One of the lessons we have learned from the fee-for-advice model is that this model will in the long term benefit the adviser more than any commission because of the following:
• If you have plans to grow your business, or you need a funding arrangement to introduce a successor, banks that lend against the cashflow of a financial planning practice are more interested in fee-for-service agreements than any commission.
• Your remuneration becomes less tied to market volatility. In our business the global financial crisis shaved approximately 30 per cent off our previous year’s income overnight. A fee agreement better insulates your business from such volatility.
• The expectation of services offered and delivered is understood more clearly by both the adviser and the client.
I think we do need to give better understanding to those financial planners that have only ever known a commission-based remuneration system, because when you move to fee for service, you are not just changing the way in which fees are extracted, you are changing the whole dynamics of your business. Even if it is for the best, is it necessary for these advisers to do it? Or should it be up to the financial planners coming through all those succession plans?

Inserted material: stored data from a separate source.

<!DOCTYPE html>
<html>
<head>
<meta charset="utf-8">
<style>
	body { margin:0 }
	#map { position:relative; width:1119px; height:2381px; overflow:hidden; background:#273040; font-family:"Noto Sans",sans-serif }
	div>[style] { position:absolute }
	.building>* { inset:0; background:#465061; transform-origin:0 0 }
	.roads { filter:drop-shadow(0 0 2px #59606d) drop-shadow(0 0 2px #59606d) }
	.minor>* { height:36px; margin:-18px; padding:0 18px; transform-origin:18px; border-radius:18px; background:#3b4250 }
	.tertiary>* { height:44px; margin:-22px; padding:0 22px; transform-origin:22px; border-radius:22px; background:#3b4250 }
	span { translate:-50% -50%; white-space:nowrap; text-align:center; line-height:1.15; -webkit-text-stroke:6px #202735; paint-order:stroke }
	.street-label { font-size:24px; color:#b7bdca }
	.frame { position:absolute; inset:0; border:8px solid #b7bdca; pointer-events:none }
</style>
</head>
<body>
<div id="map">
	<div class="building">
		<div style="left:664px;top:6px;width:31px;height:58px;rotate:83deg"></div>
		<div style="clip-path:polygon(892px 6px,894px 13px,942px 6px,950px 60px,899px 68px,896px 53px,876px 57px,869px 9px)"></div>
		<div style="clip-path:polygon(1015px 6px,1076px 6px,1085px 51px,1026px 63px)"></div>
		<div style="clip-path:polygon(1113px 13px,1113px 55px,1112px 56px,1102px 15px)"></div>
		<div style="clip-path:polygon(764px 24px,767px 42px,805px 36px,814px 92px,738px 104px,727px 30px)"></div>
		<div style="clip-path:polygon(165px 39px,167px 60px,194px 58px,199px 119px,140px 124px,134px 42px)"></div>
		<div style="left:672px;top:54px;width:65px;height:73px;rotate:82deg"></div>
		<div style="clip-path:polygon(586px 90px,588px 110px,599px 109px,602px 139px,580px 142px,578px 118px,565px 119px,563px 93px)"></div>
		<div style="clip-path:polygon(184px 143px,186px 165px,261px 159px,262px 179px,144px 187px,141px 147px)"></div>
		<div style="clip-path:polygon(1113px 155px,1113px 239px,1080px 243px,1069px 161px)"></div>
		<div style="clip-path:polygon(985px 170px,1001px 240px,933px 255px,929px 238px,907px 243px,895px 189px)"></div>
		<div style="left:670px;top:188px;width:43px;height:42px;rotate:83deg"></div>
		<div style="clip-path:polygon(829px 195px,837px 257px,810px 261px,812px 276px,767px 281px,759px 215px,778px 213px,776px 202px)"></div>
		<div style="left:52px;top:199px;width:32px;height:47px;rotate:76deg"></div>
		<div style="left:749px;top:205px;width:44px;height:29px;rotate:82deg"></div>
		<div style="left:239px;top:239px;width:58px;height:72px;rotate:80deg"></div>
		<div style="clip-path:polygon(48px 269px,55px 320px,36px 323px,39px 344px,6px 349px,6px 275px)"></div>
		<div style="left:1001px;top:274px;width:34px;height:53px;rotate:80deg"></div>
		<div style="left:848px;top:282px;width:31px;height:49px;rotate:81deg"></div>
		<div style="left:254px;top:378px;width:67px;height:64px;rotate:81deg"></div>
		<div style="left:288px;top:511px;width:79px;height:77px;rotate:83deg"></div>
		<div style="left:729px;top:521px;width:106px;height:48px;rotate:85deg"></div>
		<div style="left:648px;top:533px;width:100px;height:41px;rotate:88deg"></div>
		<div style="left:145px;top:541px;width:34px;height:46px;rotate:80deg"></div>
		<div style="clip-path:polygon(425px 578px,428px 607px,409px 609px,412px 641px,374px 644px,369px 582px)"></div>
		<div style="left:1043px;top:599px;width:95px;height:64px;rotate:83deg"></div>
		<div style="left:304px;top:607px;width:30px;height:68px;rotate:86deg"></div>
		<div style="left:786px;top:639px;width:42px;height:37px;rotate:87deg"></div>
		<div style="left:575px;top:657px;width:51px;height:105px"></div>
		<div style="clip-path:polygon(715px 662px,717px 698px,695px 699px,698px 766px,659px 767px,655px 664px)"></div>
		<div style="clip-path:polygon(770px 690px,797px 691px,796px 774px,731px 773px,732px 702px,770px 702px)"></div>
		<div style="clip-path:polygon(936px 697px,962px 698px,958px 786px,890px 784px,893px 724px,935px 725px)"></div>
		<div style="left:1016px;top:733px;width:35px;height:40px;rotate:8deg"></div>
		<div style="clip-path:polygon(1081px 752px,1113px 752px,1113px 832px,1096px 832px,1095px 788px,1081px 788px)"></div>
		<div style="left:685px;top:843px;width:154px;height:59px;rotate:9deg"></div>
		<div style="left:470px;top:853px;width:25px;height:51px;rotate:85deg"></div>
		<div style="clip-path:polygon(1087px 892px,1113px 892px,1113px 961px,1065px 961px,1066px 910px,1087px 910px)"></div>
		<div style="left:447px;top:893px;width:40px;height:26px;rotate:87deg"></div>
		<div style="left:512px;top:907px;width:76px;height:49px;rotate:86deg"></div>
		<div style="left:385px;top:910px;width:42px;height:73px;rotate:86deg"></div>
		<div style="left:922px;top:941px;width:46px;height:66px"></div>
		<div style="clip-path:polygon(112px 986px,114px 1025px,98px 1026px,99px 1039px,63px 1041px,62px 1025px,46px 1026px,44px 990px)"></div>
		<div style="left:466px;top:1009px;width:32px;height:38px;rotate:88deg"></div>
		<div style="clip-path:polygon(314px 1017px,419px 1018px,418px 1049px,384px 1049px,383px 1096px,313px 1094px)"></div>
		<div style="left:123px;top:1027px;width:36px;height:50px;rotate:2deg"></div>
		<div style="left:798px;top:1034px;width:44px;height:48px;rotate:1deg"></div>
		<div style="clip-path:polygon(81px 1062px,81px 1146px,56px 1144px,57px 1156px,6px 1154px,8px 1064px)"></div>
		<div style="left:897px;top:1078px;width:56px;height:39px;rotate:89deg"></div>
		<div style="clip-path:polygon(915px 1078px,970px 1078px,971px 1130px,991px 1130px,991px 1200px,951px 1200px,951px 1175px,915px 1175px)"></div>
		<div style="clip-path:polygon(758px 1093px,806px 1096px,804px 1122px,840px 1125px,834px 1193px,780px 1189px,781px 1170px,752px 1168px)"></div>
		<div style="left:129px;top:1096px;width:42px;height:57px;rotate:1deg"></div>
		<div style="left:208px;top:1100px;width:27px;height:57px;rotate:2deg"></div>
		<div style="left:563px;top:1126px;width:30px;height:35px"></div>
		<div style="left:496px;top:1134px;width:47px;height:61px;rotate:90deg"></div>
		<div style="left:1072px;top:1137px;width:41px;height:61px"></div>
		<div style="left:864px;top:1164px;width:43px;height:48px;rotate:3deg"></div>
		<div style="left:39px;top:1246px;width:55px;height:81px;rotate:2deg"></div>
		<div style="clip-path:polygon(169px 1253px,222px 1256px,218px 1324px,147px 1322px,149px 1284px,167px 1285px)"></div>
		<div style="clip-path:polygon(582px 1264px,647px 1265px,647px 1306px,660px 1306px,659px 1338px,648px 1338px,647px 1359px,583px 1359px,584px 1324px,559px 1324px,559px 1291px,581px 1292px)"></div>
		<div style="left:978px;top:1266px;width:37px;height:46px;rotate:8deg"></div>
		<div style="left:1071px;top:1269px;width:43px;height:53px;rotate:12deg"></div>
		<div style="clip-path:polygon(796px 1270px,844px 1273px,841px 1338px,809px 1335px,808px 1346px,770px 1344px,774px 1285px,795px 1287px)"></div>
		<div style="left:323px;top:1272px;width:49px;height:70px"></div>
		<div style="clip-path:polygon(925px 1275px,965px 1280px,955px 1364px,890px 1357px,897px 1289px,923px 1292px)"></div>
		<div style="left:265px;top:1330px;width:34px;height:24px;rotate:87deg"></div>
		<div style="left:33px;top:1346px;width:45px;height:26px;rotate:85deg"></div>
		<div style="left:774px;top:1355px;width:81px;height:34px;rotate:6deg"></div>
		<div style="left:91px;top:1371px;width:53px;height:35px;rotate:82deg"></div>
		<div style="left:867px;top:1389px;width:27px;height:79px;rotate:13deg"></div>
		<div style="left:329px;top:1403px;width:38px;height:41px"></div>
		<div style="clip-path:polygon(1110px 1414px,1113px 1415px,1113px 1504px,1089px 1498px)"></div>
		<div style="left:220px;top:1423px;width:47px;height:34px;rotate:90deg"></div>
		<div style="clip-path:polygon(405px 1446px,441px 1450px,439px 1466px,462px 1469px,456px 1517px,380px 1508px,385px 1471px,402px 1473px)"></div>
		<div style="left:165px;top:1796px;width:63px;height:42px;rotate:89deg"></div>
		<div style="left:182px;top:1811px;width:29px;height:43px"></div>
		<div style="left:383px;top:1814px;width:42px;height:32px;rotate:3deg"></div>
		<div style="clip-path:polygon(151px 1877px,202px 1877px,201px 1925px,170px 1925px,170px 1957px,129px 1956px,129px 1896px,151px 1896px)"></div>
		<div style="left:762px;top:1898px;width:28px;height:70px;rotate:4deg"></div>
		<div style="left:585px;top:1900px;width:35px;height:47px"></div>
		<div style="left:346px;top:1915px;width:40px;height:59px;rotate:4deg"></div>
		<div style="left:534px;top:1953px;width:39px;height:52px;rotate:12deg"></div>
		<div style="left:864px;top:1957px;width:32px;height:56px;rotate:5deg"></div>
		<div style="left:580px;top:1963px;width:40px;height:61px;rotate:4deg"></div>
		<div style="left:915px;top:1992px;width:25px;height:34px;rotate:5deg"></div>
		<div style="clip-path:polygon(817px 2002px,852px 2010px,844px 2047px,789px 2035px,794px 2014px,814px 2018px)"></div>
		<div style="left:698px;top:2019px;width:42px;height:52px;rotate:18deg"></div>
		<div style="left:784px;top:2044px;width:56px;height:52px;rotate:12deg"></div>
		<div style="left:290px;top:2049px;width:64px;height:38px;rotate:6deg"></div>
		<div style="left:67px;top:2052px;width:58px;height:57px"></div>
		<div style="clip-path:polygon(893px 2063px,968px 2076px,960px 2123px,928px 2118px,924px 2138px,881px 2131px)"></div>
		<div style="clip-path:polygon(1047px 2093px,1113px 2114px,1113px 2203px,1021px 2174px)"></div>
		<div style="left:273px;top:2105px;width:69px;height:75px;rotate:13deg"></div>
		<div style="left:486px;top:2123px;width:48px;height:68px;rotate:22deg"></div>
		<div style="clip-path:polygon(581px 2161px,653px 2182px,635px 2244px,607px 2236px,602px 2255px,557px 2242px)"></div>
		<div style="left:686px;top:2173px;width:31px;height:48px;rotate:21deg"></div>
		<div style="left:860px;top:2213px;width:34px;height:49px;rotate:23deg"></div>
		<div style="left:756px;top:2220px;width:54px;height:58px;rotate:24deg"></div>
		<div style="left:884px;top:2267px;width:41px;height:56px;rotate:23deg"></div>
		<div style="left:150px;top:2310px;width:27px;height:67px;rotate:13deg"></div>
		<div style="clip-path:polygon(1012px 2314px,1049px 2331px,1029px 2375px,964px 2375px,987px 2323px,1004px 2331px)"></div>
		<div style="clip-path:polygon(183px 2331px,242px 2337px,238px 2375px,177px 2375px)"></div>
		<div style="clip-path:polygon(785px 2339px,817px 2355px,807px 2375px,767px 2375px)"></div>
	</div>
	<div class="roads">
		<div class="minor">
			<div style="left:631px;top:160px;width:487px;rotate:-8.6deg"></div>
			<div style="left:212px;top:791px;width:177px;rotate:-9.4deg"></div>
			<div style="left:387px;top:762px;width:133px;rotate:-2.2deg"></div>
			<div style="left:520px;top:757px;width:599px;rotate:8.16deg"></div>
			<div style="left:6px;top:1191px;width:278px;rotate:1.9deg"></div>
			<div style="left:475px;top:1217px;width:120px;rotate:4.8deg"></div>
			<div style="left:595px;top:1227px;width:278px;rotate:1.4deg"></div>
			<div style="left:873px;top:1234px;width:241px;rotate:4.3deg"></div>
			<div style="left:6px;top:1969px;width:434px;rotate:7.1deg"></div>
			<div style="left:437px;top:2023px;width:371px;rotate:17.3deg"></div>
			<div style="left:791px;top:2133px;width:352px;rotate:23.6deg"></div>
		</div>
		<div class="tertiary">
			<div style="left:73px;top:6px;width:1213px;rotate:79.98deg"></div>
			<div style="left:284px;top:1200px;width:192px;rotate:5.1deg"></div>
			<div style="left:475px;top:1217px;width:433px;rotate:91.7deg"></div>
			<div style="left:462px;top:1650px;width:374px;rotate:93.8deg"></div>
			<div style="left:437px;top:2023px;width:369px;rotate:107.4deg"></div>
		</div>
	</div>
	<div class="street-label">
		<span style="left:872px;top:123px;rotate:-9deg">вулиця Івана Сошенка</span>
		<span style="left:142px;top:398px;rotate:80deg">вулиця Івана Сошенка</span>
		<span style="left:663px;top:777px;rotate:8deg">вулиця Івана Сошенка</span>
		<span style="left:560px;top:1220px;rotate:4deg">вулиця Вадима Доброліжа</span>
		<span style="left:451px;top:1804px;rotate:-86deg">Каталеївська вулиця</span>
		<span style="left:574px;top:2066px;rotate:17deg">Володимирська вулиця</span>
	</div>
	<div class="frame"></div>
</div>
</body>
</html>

The transition to fee for service requires a complete overhaul of your business if you want to do it right and confidently from the beginning. By migrating to a fee-for-service regime we were forced to make many changes, which at times seemed arduous, and doubts did challenge whether it was worth it. For us, it has been worth it, because we are young and can see the financial planning industry will look significantly different in the next 20 years. But if we were within the last five years of planning before retirement, I could see that we would be less enthusiastic about such a change. To make the transition we had to:
• Evaluate what our client value proposition was and communicate it to our staff. It sounds easy, but this was perhaps the hardest step, because the old methods were so engrained. The idea of charging not only for plans, but also for implementation and other work such as Centrelink investigations, research et cetera was hard to define. But we did find we had been doing a lot of this work for free, or at reduced cost. We then all had to become comfortable with it. If you are not confident in communicating the fees associated with your client value proposition, you will lose business. Clients won’t pay for something they don’t understand.
• Review the products we were using and determine which product model best suited our fee structure. Some products limit the adviser review fee that can be deducted, which limits your ability to use these vehicles if the client is not paying directly.
• Following on from the last point, we had to chuck out the habit of using individually managed portfolios (IMPs). When we looked at how much IMPs cost to run, we decided that the extra expense our clients would need to wear could not guarantee the higher portfolio returns needed to offset the cost. So we had to move to a multimanager approach, based on risk profile. As I had come from a research background this was hard to introduce at first, and we did experiment with model portfolios, but most clients showed no real interest in these when they would need to pay more for the model portfolio. Again, they were interested in paying for strategy advice.
• Get used to shorter client meetings to avoid giving away intellectual property, and to better determine those clients that were interested in paying for the service.
• Convert the second financial planner role to a practice manager role in an effort to keep a better handle on the costs associated with providing advice and the marketing of the business. This meant the remaining financial planner was now free to see clients more often. This reduced the administration workload on this planner and got him in front of more opportunities. Not necessarily tied to a transition to fee for service, but it definitely smoothed the way!
It’s not an easy transition from commission to adviser-review fee. Our predecessor was not unreasonable with the commissions he charged, and our fee-for-service arrangement in most cases arrives at the same costing. So you make the change from commission not for the method of extracting fees, but to make your business more valuable in the long run. In the future, and even now, businesses will not be valued on “buyer of last resort” multiples, but by the number of fee agreements you have signed, the stage of life of your clients, and the simplicity of running your business through clear, documented means. If a commission-based business was up for sale I would want to see if any fee-for-service agreements exist, the condition of the client files, results of their last internal/external compliance audit and to extract from the staff further information on their processes before we even looked at any multiples. You have to know what you are buying.